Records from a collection
---
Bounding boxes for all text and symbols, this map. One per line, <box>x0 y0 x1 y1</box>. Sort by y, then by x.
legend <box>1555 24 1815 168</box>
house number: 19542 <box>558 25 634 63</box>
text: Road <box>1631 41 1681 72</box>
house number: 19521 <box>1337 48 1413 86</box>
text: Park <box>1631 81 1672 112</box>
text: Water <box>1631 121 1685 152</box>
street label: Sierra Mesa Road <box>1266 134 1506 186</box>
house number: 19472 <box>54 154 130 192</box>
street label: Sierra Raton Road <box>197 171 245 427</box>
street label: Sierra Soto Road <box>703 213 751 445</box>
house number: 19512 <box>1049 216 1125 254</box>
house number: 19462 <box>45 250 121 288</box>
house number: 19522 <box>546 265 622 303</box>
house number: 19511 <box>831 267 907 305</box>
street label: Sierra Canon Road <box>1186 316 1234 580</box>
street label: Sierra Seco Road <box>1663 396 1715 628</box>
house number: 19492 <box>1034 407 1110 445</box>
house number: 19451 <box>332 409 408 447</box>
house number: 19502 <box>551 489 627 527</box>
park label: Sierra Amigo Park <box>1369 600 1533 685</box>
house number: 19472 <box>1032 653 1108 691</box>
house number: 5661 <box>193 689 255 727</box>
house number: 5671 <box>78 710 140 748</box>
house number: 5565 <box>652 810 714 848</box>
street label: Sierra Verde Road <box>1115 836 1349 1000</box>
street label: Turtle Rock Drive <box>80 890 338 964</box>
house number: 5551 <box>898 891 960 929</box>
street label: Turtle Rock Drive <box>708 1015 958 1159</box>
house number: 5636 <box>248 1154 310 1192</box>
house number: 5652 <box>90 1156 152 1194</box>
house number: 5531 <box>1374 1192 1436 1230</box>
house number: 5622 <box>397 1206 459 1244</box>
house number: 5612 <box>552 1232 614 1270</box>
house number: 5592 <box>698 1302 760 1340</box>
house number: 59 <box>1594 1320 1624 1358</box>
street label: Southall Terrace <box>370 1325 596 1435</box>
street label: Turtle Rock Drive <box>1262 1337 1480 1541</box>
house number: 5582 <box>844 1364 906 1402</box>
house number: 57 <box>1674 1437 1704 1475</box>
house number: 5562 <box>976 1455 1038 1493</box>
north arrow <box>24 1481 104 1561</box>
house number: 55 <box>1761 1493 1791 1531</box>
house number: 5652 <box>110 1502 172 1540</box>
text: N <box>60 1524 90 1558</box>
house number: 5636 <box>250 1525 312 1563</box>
---
* PROBLEM DESCRIPTION: Show every line above in which the word "Road" occurs.

* SOLUTION TO THE EXERCISE:
text: Road <box>1631 41 1681 72</box>
street label: Sierra Mesa Road <box>1266 134 1506 186</box>
street label: Sierra Raton Road <box>197 171 245 427</box>
street label: Sierra Soto Road <box>703 213 751 445</box>
street label: Sierra Canon Road <box>1186 316 1234 580</box>
street label: Sierra Seco Road <box>1663 396 1715 628</box>
street label: Sierra Verde Road <box>1115 836 1349 1000</box>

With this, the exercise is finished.